The latest figures suggest that the adult social care sector will need 275,000 more workers by 2025, and with an average of 90,000 people leaving the sector every day, employers are exploring new ways to widen their pool of applicants.
To meet future workforce demand, Skills for Care is supporting adult social care employers to look beyond traditional recruitment strategies and ‘look past the label’ to recruit people from traditionally under-represented groups who have the right values to work in social care.
This could include:
- military veterans
- homeless people
- care leavers
- people who experience mental ill-health
- disabled people
- people who are long termed unemployed
- minority groups where representation is low within the workforce
- recovering addicts.
They want to work with existing or new initiatives in England that support people from under-represented groups into education, training and/or employment, to run pilot projects that contextualise the support already available for social care and health roles.

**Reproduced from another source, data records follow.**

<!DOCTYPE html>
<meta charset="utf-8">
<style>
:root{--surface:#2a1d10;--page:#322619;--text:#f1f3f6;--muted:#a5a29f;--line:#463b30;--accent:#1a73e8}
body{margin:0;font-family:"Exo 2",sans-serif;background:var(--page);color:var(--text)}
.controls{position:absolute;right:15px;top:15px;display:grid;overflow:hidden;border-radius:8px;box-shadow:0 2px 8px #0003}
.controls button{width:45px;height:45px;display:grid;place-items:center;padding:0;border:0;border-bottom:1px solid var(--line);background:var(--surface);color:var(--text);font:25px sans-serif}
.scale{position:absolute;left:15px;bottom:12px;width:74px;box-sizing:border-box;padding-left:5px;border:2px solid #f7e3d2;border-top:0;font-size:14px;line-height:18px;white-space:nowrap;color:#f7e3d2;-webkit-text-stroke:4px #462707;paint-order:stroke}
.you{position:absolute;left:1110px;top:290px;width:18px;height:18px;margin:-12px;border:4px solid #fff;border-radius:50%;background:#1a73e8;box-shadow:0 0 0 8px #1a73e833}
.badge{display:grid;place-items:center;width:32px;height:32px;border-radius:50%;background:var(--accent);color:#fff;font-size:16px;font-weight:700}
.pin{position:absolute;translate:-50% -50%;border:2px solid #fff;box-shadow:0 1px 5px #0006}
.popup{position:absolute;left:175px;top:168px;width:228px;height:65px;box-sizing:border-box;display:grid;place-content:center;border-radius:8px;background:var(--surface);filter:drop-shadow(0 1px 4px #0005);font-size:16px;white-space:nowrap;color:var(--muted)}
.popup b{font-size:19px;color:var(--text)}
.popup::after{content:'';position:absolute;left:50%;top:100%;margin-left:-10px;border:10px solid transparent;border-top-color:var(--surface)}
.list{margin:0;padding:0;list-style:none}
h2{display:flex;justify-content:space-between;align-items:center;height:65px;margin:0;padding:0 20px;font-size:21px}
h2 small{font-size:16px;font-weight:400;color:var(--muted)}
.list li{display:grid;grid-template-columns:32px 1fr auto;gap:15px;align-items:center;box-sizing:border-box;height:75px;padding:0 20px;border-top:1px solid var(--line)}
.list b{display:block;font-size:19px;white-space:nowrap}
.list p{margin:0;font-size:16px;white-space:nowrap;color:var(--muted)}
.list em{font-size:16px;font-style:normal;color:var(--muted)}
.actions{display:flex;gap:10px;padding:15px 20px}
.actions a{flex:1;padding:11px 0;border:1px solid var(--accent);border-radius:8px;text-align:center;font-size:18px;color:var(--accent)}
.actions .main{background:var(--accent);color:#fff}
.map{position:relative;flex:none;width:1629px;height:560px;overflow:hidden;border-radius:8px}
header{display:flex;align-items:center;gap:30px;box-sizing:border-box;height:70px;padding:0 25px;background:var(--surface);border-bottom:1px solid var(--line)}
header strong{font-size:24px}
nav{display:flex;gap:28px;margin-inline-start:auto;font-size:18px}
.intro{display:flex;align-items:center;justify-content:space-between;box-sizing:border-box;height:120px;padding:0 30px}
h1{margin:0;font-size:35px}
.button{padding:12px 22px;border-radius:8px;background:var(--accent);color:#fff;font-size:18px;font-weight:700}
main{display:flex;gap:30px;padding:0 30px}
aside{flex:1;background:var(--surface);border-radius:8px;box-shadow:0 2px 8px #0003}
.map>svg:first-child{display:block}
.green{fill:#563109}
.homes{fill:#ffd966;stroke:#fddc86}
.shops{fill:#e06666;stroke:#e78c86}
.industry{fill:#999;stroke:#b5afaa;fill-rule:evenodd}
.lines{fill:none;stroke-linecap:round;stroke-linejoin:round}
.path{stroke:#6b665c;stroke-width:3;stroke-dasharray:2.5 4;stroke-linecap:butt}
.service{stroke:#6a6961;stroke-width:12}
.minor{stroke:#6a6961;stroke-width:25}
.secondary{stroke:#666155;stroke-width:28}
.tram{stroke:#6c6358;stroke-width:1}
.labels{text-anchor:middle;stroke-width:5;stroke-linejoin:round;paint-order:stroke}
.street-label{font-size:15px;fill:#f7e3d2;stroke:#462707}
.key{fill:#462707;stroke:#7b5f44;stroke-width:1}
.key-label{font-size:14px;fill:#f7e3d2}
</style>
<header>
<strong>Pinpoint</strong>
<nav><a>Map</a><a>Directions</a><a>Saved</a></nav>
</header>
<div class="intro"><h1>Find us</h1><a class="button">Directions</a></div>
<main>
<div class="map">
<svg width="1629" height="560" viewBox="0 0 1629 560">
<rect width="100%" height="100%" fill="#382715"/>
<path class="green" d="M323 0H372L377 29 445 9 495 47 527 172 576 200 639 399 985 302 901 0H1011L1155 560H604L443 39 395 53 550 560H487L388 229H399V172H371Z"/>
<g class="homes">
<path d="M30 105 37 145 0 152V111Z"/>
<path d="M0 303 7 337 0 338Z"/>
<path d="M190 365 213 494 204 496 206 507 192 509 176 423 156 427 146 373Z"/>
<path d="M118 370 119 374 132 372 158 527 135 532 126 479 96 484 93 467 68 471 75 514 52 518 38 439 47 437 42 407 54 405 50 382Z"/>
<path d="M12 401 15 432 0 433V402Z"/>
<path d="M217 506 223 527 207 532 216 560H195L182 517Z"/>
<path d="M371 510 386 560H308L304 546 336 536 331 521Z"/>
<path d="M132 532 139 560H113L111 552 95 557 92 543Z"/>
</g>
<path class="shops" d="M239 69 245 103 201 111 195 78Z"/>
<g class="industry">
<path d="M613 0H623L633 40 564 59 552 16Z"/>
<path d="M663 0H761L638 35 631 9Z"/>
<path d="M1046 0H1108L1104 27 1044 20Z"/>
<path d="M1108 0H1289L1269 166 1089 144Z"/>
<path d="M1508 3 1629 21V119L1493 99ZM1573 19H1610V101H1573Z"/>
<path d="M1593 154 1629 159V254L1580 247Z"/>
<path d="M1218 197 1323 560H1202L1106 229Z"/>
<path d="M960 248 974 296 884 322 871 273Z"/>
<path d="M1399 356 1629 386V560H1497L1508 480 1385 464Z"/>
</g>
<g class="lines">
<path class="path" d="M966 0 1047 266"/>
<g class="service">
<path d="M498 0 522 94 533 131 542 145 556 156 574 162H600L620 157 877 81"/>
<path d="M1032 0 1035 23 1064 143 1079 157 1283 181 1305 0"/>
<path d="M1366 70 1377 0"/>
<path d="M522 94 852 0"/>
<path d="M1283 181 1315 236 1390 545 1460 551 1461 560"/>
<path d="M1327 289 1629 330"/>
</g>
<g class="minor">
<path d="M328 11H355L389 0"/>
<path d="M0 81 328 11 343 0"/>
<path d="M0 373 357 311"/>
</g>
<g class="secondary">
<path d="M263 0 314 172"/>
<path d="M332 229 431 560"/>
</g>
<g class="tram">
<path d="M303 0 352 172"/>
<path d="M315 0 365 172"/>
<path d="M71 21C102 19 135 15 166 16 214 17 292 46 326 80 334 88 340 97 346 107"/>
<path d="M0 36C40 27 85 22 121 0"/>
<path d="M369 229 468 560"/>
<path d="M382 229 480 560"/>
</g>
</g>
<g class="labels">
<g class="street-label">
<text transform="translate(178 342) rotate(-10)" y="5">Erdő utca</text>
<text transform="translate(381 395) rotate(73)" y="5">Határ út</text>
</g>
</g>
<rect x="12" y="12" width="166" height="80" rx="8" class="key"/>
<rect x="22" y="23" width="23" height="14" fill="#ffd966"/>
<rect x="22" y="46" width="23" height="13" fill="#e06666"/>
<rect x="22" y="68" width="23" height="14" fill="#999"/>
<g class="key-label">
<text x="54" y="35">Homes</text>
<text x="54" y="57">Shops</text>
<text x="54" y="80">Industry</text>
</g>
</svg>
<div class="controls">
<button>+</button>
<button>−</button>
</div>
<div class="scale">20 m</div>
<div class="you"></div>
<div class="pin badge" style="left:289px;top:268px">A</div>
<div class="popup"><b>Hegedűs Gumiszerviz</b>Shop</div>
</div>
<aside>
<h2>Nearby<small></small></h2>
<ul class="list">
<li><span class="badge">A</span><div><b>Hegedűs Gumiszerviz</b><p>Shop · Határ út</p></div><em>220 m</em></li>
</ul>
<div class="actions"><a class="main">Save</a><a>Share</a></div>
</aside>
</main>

They have funding available to support the projects and are inviting applications from collaborative partnership support models already in operation which could be contextualised for the social care and health sectors. Applications are also welcome from new partnership models or initiatives that can clearly demonstrate their ability to explore and deliver models within the project timescales.
All tender documents must be returned to Skills for Care no later than 12 noon on Tuesday 13 June 2017.